## INSTRUCTIONS FOR THE TASK
Each line below with the word "岳麓山校区" needs to be copied.

BEGIN DATA SUPPLIED

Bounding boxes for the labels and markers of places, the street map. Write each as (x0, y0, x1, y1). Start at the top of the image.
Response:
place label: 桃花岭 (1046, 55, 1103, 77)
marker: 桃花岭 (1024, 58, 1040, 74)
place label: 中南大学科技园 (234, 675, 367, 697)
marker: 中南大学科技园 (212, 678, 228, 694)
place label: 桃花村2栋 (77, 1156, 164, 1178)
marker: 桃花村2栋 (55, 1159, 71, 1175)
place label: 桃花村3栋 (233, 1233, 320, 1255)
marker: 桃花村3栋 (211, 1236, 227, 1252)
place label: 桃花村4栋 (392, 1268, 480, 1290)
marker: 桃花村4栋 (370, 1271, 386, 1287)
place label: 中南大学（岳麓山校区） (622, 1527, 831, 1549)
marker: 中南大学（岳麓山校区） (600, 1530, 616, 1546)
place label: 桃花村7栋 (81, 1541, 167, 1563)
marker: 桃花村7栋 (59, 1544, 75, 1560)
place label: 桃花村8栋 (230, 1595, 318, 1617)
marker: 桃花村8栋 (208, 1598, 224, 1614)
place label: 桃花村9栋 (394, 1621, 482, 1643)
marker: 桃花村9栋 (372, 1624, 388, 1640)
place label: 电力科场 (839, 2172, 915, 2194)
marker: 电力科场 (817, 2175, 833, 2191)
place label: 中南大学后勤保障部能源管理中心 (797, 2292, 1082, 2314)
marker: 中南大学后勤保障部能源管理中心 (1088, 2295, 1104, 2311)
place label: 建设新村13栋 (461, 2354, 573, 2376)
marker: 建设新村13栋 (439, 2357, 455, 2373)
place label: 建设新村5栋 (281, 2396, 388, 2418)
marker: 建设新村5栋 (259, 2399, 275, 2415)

END DATA SUPPLIED

## RESULT
place label: 中南大学（岳麓山校区） (622, 1527, 831, 1549)
marker: 中南大学（岳麓山校区） (600, 1530, 616, 1546)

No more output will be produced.